(Data extracted from a collection)

↓

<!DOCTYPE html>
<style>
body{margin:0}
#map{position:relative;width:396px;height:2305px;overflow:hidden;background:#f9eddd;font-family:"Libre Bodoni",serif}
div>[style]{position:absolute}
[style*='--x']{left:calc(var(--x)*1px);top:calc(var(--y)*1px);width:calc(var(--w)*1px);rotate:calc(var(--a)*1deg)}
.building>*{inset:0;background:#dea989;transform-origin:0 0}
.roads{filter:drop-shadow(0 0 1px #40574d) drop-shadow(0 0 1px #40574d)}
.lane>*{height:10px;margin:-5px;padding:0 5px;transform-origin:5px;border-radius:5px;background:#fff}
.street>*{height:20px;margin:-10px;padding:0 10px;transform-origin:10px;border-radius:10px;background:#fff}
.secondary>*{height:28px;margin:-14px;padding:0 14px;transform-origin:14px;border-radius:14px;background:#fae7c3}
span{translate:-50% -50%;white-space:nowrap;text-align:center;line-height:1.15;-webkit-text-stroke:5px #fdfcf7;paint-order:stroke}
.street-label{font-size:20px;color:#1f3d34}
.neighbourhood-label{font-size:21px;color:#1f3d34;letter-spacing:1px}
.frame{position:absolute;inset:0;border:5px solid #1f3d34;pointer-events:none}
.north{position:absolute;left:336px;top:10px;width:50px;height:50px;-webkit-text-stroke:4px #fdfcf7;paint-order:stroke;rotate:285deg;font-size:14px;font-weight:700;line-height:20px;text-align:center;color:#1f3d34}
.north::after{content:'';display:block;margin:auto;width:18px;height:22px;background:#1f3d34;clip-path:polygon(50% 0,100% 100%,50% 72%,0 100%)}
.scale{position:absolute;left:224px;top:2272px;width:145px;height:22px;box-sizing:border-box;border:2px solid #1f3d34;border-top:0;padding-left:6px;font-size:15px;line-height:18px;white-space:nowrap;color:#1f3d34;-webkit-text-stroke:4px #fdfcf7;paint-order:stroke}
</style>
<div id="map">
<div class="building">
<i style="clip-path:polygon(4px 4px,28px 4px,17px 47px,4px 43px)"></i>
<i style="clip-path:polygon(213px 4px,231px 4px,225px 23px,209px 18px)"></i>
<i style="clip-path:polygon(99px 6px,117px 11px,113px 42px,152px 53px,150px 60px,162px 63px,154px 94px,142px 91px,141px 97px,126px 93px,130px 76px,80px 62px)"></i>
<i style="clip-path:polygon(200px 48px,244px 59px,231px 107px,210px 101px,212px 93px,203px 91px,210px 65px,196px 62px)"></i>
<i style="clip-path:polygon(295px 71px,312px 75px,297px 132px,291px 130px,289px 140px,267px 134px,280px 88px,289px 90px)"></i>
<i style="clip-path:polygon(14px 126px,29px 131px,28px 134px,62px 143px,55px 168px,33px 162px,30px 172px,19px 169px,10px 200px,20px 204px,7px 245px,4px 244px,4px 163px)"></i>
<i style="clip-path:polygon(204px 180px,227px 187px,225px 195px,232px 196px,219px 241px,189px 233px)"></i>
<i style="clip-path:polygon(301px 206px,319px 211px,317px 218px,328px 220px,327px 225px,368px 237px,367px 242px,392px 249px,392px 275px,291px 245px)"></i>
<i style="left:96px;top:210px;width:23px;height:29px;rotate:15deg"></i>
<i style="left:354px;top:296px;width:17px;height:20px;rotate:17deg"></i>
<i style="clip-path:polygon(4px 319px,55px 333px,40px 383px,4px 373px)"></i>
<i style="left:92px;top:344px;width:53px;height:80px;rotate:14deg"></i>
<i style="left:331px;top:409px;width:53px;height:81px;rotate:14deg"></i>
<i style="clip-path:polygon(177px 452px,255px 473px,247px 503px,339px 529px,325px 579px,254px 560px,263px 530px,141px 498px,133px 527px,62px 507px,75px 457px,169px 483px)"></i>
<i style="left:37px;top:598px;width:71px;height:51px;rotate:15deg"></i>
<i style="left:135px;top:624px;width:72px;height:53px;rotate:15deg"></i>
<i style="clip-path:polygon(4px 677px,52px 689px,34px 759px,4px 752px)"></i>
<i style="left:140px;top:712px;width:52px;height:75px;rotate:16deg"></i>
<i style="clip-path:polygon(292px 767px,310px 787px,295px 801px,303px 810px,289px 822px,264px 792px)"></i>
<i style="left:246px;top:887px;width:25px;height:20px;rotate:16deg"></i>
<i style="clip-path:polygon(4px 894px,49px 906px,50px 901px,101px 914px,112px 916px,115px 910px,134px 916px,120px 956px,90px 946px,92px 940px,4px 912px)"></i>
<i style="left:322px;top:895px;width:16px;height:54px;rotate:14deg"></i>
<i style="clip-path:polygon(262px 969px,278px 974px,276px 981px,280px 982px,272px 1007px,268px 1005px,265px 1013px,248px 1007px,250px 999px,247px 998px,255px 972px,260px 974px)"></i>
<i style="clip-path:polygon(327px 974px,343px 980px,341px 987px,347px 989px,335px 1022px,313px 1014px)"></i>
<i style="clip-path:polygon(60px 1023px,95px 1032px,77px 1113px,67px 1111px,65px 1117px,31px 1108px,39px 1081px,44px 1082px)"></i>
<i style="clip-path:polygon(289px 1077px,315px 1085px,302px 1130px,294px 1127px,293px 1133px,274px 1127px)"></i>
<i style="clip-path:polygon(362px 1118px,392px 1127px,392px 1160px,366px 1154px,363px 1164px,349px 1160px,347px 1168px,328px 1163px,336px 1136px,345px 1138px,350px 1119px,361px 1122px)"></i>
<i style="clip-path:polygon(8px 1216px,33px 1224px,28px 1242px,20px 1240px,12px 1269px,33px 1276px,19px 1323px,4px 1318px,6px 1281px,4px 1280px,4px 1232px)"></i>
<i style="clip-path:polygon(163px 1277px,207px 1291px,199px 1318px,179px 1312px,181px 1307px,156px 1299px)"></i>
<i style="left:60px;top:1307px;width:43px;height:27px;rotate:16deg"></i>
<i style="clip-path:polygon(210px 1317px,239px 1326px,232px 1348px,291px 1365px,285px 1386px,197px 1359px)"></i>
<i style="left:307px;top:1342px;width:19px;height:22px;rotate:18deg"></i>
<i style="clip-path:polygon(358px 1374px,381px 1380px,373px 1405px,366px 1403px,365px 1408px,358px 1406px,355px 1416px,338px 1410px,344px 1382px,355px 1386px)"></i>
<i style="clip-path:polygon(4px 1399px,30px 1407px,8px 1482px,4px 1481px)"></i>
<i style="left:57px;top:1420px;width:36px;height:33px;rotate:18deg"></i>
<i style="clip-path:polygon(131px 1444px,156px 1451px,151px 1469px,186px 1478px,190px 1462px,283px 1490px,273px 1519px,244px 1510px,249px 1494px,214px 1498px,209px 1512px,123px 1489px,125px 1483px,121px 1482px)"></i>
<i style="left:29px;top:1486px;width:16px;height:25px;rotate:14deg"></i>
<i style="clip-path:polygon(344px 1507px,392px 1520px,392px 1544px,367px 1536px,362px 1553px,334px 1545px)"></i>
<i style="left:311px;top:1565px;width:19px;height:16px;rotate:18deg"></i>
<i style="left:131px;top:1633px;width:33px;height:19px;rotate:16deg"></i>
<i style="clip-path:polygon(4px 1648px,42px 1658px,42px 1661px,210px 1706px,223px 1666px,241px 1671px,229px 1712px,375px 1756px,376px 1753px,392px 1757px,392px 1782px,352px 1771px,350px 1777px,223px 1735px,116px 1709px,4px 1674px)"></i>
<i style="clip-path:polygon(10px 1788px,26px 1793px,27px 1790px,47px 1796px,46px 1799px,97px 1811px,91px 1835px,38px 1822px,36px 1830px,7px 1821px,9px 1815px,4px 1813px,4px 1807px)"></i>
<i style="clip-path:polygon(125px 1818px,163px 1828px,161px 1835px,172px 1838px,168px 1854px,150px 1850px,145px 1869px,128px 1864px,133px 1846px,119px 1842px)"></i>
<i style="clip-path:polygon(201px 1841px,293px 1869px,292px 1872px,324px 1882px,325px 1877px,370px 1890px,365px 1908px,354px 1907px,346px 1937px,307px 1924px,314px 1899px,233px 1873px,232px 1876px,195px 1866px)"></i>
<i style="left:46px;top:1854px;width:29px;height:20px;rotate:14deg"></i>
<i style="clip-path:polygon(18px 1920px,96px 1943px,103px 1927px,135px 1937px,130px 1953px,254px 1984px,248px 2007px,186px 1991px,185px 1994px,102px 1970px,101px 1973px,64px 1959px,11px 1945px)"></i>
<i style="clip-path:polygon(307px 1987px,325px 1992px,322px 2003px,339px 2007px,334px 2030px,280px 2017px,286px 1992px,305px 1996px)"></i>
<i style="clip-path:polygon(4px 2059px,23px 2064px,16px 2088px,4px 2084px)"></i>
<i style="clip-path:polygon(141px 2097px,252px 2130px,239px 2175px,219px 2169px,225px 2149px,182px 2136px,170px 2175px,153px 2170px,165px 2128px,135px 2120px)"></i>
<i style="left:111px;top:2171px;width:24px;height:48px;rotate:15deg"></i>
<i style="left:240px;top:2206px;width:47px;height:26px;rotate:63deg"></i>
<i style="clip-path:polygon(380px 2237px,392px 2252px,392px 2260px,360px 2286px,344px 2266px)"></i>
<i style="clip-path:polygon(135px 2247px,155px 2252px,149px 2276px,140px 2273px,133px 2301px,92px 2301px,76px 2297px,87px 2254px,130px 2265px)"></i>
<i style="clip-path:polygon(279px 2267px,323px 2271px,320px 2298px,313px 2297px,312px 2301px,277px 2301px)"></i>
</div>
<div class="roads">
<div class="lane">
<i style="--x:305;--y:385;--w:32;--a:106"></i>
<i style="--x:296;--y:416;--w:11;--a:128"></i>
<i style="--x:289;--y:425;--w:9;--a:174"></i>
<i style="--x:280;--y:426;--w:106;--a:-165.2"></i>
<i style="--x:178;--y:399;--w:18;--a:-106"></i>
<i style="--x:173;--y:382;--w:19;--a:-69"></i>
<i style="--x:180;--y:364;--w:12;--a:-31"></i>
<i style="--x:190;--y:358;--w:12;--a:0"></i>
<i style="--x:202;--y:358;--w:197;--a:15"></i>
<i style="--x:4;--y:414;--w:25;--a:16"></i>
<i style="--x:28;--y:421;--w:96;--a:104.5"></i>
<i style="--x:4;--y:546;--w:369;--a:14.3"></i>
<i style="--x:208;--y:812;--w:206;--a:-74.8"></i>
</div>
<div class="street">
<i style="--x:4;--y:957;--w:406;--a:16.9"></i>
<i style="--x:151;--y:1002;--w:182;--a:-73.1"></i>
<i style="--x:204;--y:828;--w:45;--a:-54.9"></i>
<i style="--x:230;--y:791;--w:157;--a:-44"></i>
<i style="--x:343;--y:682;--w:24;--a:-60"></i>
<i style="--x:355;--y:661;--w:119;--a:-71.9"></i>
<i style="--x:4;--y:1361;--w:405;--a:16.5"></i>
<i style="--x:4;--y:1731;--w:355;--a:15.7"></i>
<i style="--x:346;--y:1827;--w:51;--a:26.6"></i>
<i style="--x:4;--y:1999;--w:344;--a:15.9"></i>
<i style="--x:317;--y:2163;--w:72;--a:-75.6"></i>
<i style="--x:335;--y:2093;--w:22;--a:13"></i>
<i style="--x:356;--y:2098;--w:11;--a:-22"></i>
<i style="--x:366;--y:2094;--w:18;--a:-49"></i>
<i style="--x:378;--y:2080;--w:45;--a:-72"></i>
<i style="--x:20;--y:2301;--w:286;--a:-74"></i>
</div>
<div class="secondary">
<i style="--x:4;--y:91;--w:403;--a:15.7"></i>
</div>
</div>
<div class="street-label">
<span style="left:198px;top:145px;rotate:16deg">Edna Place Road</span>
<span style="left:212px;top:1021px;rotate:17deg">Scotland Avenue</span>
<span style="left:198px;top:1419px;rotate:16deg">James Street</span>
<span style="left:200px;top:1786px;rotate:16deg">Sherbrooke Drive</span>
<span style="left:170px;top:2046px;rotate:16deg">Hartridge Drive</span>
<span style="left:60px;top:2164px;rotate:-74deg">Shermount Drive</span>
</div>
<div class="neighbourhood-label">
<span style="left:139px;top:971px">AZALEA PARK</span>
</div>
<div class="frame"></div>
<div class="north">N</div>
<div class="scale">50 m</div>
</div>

↑

▶ WORK TASK: Within the entries, find each line holding the string "lane". Reply with how many there are, as a number alone.

▶ ANSWER: 2